This piece was written by Kelly Bishop, a Thought Catalog contributor.
Being a very happy, optimistic person with depression is a strange combination. When there is talk of someone struggling with depression, most people assume they’re miserable. They can’t laugh, they can’t smile, they can’t enjoy themselves, they don’t feel happiness.
Depression can be enveloping. It can take over your life and dictate your mood. It can make you think irrationally and feel unreasonable and make you feel completely and utterly alone in the world. But it’s possible to be a happy person with depression. I’m one of those people.
I am a naturally sad person. I can’t help it — it’s just who I am. No matter how much fun I may be having, or how happy I may feel, there is a permanent sadness lingering in the back of my mind. But I’ve learned to live with it.
I’ve come to terms with the fact that I will never feel as blissful as I once did when I was very young. I will always know too much and feel too much and hurt too much. I have a freakishly broad range of emotions and they can be hard to live with at times. But even though I’m a naturally sad person deep down, it doesn’t mean I can’t feel acute happiness and intense optimism. I am in a good mood a lot of the time. Even if I’m not, I’m able to get myself there and at the very least appear to be in one.

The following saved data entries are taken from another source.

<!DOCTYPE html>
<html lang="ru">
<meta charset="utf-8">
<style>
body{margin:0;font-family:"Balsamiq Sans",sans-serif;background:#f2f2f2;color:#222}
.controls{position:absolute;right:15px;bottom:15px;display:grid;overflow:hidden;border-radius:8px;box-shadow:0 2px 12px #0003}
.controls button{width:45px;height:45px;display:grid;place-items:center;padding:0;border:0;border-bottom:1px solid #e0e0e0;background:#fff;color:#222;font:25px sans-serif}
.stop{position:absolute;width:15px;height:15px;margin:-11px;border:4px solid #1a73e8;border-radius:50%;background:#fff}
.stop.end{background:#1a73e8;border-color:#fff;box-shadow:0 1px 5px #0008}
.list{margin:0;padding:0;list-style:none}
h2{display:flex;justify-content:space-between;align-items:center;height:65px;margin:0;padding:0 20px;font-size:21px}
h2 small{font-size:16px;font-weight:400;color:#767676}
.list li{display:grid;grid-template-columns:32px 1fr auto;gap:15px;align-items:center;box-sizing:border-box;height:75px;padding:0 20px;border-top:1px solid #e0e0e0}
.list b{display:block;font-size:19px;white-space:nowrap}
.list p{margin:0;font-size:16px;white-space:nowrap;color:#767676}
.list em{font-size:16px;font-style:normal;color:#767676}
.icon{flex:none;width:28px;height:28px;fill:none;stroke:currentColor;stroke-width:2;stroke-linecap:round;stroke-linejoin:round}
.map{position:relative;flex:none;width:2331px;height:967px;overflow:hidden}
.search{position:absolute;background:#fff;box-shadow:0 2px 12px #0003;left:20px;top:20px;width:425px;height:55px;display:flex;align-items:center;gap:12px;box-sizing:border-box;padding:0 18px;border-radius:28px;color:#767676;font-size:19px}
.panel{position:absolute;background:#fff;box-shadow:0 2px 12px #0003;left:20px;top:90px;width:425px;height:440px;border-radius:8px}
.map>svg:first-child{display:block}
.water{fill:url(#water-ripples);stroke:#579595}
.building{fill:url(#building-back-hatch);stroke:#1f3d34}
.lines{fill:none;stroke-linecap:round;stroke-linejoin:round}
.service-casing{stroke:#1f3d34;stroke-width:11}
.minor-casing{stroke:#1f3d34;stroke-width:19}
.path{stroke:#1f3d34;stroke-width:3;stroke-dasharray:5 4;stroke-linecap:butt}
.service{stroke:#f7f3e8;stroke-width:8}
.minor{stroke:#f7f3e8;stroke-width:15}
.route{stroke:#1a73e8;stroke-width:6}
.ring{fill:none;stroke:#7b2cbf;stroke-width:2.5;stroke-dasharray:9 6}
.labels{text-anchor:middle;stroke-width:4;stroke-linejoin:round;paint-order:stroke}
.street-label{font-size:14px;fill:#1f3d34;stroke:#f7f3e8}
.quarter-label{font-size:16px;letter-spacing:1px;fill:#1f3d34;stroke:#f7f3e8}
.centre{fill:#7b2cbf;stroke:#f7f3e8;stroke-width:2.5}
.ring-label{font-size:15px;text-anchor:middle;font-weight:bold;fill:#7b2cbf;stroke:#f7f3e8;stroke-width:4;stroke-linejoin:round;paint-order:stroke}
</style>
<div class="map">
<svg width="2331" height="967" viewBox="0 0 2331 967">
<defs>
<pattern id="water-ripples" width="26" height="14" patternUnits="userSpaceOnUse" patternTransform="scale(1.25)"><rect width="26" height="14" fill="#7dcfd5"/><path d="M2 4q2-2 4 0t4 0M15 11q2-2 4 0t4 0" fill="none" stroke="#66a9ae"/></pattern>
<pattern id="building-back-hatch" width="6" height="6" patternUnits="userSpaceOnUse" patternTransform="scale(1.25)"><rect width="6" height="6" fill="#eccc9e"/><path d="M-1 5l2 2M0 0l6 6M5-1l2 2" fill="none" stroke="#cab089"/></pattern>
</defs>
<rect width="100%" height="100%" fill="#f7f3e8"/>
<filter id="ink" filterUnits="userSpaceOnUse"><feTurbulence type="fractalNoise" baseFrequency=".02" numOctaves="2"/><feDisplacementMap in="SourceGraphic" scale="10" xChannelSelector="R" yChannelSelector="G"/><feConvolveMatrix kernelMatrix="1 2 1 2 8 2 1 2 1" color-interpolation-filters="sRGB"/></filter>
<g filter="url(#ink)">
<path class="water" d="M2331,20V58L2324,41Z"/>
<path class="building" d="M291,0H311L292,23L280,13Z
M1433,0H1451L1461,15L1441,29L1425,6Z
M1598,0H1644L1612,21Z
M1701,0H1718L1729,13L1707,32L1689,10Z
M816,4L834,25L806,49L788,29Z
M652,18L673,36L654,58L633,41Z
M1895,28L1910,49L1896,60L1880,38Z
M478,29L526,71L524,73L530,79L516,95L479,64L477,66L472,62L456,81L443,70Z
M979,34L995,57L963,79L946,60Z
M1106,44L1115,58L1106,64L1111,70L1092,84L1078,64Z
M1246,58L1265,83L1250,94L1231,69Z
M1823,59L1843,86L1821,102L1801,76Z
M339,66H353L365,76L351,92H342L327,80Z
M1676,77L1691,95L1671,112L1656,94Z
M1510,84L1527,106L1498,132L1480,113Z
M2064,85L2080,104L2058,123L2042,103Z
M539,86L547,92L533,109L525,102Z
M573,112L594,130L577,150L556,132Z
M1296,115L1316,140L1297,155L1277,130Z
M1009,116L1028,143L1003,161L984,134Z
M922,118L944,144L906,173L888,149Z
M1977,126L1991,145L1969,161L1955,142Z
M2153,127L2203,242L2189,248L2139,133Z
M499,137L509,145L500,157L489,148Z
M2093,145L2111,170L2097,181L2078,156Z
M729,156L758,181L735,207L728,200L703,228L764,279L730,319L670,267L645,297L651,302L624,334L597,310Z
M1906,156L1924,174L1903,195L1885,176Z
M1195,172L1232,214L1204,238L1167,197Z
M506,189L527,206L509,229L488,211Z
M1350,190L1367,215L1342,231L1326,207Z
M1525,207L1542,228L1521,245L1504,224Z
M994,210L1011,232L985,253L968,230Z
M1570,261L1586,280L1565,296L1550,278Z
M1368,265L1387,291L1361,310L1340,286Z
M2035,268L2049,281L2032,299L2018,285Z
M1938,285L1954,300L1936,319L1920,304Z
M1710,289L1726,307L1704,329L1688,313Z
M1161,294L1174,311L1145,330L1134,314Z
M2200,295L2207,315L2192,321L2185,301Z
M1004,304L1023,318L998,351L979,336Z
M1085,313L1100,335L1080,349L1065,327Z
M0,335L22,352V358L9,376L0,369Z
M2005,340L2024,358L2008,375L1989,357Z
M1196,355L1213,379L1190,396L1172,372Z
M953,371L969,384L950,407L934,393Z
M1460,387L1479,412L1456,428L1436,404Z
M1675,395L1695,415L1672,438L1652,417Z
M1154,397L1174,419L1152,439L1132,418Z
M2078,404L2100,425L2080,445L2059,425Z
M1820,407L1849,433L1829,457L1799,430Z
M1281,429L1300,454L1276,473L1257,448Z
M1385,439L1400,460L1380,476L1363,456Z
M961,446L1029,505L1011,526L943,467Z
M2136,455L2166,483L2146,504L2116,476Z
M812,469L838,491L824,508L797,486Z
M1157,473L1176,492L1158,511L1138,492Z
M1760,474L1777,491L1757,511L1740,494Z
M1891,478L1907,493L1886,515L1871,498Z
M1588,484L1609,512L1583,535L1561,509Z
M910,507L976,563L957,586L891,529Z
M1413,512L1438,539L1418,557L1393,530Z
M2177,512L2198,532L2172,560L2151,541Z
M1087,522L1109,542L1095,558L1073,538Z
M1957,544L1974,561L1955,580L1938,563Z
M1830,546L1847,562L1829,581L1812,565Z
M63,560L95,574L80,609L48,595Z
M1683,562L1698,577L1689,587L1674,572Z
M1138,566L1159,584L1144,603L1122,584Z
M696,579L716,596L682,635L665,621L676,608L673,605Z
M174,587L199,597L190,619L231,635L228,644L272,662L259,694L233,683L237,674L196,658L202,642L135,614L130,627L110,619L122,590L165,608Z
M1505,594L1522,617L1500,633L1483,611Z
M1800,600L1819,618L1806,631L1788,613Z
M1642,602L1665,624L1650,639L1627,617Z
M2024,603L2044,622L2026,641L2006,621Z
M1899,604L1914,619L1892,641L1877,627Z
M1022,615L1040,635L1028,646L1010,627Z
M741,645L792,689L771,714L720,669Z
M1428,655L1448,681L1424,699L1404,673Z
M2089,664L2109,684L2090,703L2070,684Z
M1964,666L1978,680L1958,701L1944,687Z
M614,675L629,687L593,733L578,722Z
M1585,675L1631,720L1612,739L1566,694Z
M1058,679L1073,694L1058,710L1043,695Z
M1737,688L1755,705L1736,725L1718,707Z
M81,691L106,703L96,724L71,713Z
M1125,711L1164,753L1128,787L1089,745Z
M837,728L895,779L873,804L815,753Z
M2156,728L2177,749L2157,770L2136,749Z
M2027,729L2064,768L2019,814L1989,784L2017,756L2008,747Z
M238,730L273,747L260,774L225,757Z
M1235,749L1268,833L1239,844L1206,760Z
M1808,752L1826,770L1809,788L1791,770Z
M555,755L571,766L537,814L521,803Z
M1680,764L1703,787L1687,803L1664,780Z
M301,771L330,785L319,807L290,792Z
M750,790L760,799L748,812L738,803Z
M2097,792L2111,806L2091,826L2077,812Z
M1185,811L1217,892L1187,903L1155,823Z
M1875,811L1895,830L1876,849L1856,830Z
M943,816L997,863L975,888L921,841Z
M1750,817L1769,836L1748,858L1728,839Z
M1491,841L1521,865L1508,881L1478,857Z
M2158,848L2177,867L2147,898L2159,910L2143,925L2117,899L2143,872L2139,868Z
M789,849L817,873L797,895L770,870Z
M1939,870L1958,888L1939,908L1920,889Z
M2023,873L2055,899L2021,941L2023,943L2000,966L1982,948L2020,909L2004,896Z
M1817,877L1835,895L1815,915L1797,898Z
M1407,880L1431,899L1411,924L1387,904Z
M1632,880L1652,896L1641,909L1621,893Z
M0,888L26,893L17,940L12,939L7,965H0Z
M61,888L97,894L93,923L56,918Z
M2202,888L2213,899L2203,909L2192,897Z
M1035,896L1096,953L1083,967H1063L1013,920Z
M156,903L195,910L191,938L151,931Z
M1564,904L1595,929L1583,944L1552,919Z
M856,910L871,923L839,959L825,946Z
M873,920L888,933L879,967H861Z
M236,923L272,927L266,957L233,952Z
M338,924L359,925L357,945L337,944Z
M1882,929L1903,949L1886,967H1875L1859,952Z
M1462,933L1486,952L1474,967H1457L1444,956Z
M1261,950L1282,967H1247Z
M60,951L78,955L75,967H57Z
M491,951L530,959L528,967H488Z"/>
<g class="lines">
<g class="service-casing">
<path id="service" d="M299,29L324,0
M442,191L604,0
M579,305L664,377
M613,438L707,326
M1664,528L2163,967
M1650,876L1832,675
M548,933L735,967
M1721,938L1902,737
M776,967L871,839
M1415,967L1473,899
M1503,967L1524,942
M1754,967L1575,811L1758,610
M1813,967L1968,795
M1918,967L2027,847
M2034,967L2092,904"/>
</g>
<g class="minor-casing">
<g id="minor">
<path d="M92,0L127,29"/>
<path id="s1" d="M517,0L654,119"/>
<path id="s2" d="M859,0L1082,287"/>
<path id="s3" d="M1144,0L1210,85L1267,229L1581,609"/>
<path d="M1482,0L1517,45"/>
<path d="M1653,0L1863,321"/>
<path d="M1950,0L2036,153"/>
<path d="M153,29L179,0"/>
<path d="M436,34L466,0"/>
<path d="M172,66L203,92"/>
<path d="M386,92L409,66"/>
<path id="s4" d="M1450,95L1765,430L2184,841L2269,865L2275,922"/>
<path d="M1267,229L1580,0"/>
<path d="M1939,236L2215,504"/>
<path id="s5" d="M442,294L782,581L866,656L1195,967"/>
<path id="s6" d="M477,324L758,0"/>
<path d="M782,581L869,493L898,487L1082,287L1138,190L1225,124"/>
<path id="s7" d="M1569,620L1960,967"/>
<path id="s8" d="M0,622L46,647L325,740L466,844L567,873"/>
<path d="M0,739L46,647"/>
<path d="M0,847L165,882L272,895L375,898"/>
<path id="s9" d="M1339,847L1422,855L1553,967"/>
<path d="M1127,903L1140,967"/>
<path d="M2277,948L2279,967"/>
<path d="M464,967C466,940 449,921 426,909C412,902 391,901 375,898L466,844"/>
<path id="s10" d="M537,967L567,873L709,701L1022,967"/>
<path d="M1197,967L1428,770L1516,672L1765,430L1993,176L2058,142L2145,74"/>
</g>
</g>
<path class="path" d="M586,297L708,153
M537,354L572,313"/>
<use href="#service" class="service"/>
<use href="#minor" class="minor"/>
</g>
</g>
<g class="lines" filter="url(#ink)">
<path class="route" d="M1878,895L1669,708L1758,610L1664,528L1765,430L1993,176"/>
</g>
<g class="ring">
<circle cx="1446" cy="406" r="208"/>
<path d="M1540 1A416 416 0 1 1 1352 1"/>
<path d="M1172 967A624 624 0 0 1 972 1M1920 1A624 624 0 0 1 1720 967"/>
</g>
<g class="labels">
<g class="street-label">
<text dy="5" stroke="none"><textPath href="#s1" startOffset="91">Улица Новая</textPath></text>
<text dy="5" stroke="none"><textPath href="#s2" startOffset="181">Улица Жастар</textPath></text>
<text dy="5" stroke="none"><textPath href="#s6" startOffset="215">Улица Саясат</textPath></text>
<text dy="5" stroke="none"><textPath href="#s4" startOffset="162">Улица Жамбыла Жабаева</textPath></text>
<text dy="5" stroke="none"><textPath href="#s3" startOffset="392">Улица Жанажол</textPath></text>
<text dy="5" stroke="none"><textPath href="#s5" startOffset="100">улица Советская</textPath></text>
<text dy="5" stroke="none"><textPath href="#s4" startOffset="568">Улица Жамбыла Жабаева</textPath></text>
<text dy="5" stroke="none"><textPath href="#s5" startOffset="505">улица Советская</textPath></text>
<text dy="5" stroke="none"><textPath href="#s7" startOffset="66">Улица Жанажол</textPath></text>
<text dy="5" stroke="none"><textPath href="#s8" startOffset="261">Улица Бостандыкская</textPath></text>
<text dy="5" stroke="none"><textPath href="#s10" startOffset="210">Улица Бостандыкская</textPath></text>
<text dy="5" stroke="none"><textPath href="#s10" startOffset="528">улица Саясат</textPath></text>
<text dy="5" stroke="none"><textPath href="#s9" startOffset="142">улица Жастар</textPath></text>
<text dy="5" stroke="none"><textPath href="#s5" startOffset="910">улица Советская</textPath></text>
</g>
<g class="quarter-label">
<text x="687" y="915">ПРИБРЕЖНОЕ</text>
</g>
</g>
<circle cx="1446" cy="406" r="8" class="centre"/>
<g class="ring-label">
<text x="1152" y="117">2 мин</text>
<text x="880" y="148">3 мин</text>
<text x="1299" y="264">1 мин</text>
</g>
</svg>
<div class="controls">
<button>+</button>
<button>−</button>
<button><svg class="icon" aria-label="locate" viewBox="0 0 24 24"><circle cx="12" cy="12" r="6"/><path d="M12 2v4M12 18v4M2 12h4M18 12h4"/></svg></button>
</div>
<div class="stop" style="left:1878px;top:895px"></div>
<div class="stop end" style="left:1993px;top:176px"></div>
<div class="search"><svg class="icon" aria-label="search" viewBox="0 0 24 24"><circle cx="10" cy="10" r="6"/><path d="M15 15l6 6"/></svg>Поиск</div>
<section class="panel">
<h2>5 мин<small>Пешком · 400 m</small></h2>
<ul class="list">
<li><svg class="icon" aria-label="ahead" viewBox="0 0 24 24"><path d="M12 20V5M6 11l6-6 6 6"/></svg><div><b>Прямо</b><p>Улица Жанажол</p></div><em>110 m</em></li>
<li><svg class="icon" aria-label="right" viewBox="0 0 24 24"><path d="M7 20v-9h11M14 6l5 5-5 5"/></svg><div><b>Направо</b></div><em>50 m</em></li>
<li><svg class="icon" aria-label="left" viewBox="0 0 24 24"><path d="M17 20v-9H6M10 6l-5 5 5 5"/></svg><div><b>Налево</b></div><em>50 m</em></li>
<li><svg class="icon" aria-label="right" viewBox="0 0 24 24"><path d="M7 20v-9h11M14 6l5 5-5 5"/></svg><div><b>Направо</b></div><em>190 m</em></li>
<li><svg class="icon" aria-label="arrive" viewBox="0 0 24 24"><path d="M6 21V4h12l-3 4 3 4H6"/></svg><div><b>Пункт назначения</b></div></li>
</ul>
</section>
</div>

I don’t like feeling sad and being in a bad mood and I don’t like others to witness me in a bad mood. There is a really fucked up, dark side of me I don’t like people to see. Even as someone who has struggled with depression for as long as I can remember, it still irks me to see someone in a bad mood and be unable to snap out of it. I can obviously relate to someone who has an unknown source dictating their emotions without their control. It’s horribly frustrating and leaves you feeling defeated and broken.
Depression is a war within your own mind and it feels as though you are constantly losing. But I still refuse to let my depression control me. I refuse to let it put me in a permanently sorrowful state. I refuse to let it affect the people around me (for the most part). I’m someone who is passionate and loves to laugh and smile and have a good time and I’m not going to ever let depression take that away from me.
It’s a very odd combination to live with, that’s for sure. When I have revealed to people that I struggle with depression, spent time in therapy and toyed with the idea of taking antidepressants for quite some time, they’re usually surprised. I don’t mope, I still smile and appear to be genuinely happy almost all the time – and that means I can’t have depression in their eyes.
But it’s what’s going on on the inside that really matters. And that is what no one can see. They don’t see how I am when I’m by myself. They don’t see any dark thoughts. How could the idea of suicide ever enter someone’s head who is always so cheery? Well, I’m here to tell you that just because you don’t see that darkness and gloominess on the outside, doesn’t mean it doesn’t exist somewhere deep on the inside.
Those who can feel the saddest and most fucked up feelings can also experience the most joyful and elated feelings. I appreciate what is around me more, and I can sympathize more with others who are in pain. Pretty much, you don’t have to appear wounded on the outside to actually be wounded on the inside. I’m happy, I’m positive, I’m optimistic and I’m depressed. But I live with it. The world is both a beautiful yet hauntingly dark place. And we have no choice but to accept that, right?